_Records provided_
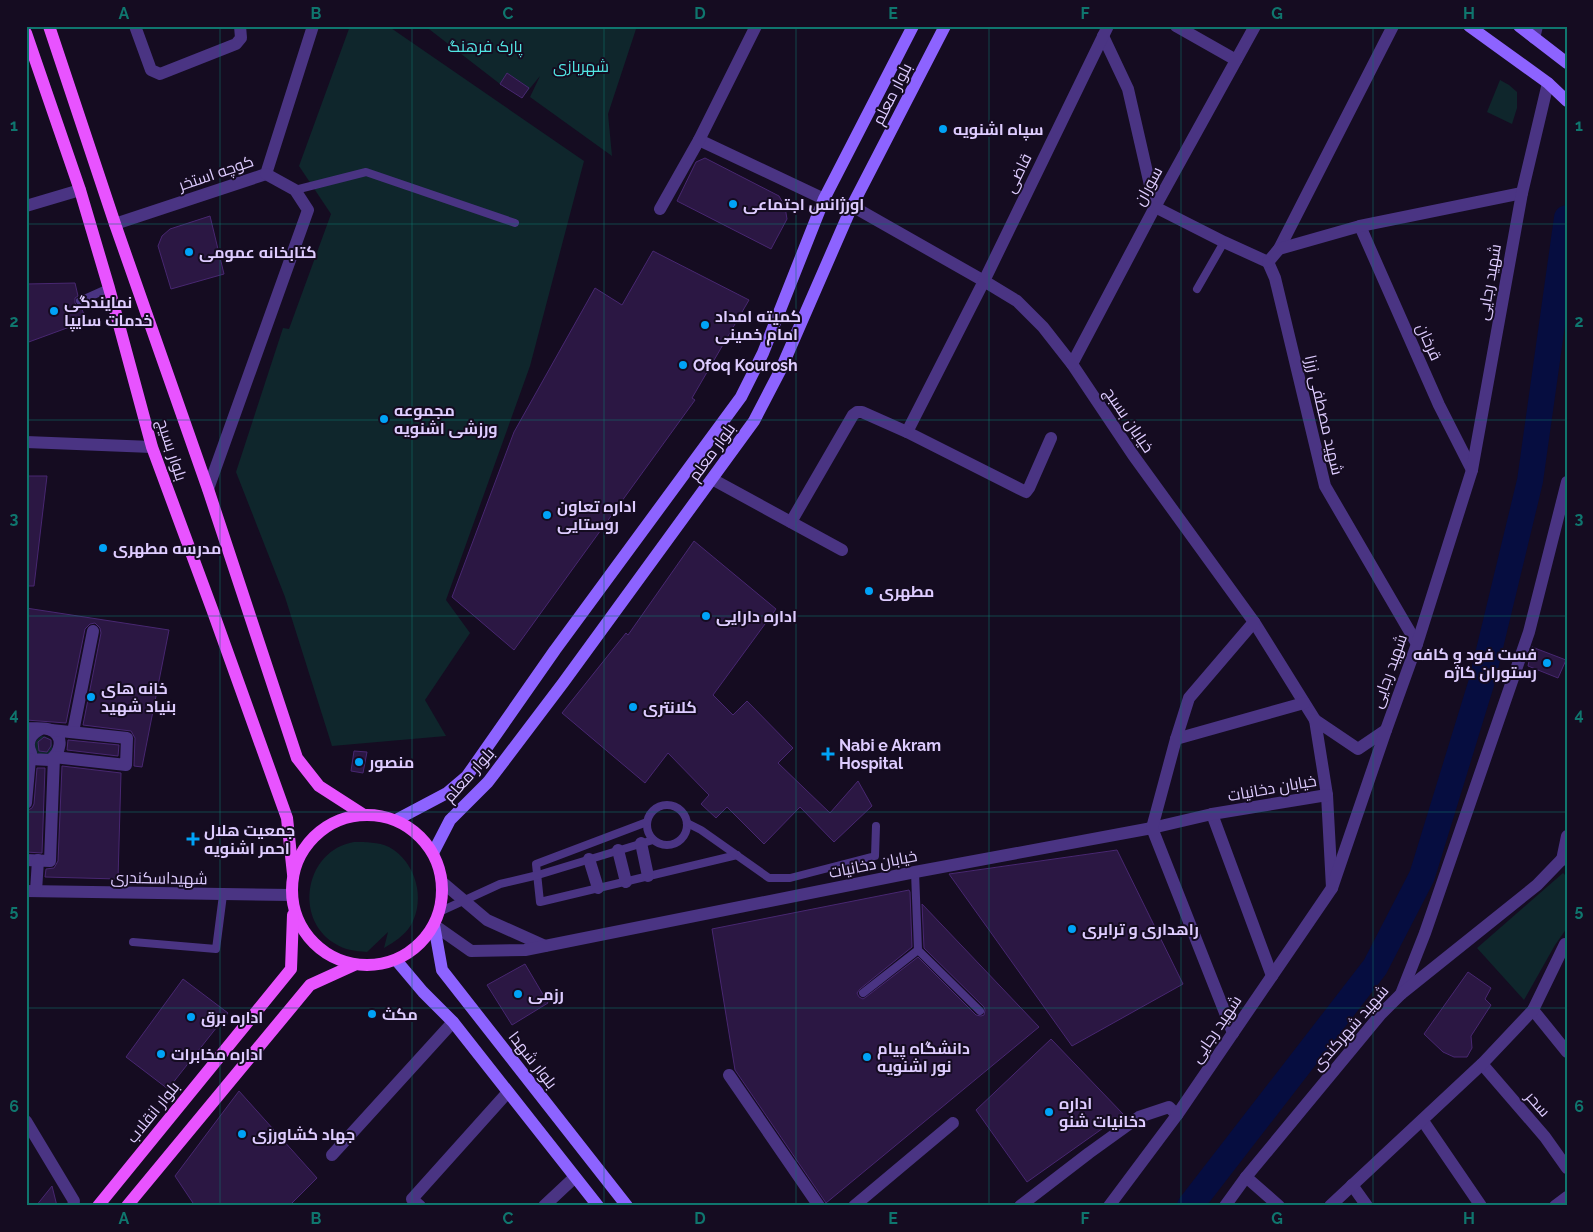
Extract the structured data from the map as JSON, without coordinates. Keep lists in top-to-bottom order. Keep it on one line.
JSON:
{"streets":{"main road":["بلوار معلم","بلوار بسیج","بلوار شهدا","بلوار انقلاب"],"street":["کوچه استخر","قاضی","سوران","شهید رجایی","قرخان","شهید مصطفی زرزا","خیابان بسبچ","خیابان دخانیات","شهیداسکندری","شهید شهرکندی","سحر"]},"crossings":[["بلوار معلم","خیابان بسبچ"],["بلوار معلم","بلوار بسیج"],["بلوار معلم","خیابان دخانیات"],["بلوار معلم","شهیداسکندری"],["بلوار معلم","بلوار شهدا"],["بلوار معلم","بلوار انقلاب"],["کوچه استخر","بلوار بسیج"],["قاضی","خیابان بسبچ"],["سوران","خیابان بسبچ"],["شهید رجایی","قرخان"],["شهید رجایی","شهید مصطفی زرزا"],["بلوار بسیج","خیابان دخانیات"],["بلوار بسیج","شهیداسکندری"],["بلوار بسیج","بلوار شهدا"],["بلوار بسیج","بلوار انقلاب"],["خیابان دخانیات","شهیداسکندری"],["خیابان دخانیات","بلوار شهدا"],["خیابان دخانیات","بلوار انقلاب"],["شهیداسکندری","بلوار شهدا"],["شهیداسکندری","بلوار انقلاب"],["بلوار شهدا","بلوار انقلاب"]],"parks":["پارک فرهنگ","شهربازی"],"places":{"other":["سپاه اشنویه","اورژانس اجتماعی","کتابخانه عمومی","نمایندگی خدمات سایپا","کمیته امداد امام خمینی","Ofoq Kourosh","مجموعه ورزشی اشنویه","اداره تعاون روستایی","مدرسه مطهری","مطهری","اداره دارایی","فست فود و کافه رستوران کاژه","خانه های بنیاد شهید","کلانتری","منصور","راهداری و ترابری","رزمی","مکث","اداره برق","اداره مخابرات","دانشگاه پیام نور اشنویه","اداره دخانیات شنو","جهاد کشاورزی"],"health":["Nabi e Akram Hospital","جمعیت هلال احمر اشنویه"]},"grid":{"columns":["A","B","C","D","E","F","G","H"],"rows":["1","2","3","4","5","6"]}}
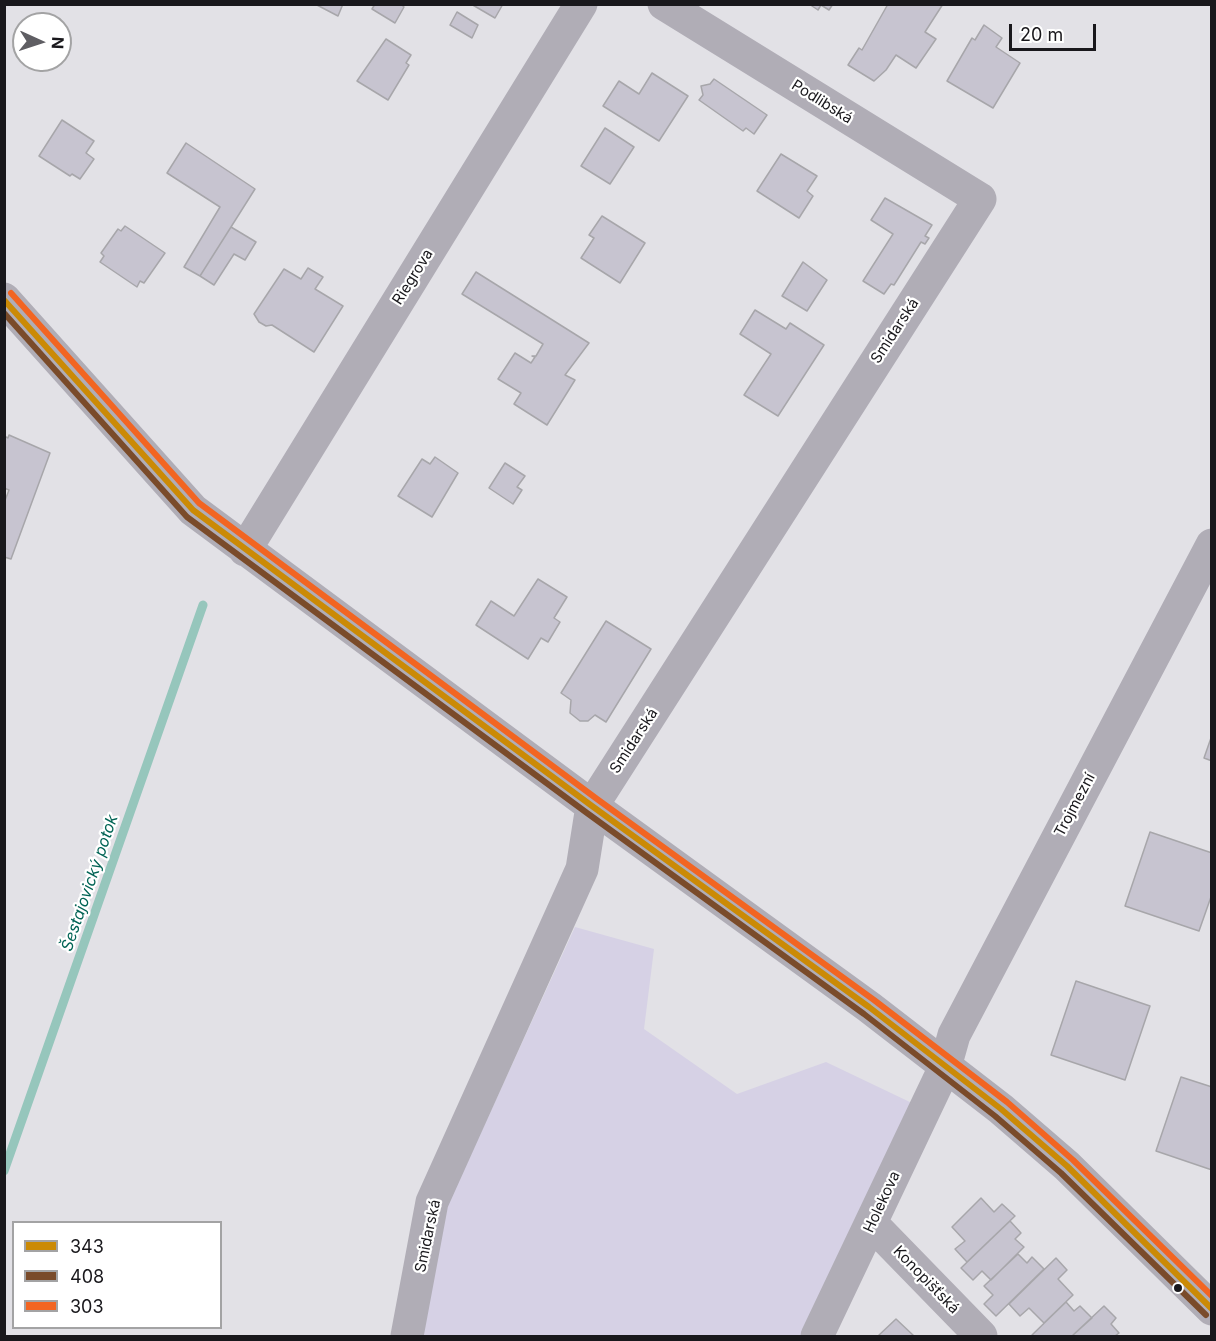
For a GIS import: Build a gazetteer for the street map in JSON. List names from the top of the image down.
{
  "streets": {
    "street": [
      "Podlibská",
      "Riegrova",
      "Smidarská",
      "Trojmezní",
      "Holekova",
      "Konopišťská"
    ]
  },
  "crossings": [
    ["Podlibská", "Smidarská"],
    ["Trojmezní", "Holekova"],
    ["Holekova", "Konopišťská"]
  ],
  "water": ["Šestajovický potok"],
  "lines": ["transit line 303", "transit line 343", "transit line 408"],
  "legend": ["343", "408", "303"],
  "scale_bar": "20 m",
  "north": "right"
}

_Task_
Output the line that contains "For a GIS import: Build", followed by every later line in the listing, with no line omitted and none added.

_Solution for this task_
For a GIS import: Build a gazetteer for the street map in JSON. List names from the top of the image down.
{
  "streets": {
    "street": [
      "Podlibská",
      "Riegrova",
      "Smidarská",
      "Trojmezní",
      "Holekova",
      "Konopišťská"
    ]
  },
  "crossings": [
    ["Podlibská", "Smidarská"],
    ["Trojmezní", "Holekova"],
    ["Holekova", "Konopišťská"]
  ],
  "water": ["Šestajovický potok"],
  "lines": ["transit line 303", "transit line 343", "transit line 408"],
  "legend": ["343", "408", "303"],
  "scale_bar": "20 m",
  "north": "right"
}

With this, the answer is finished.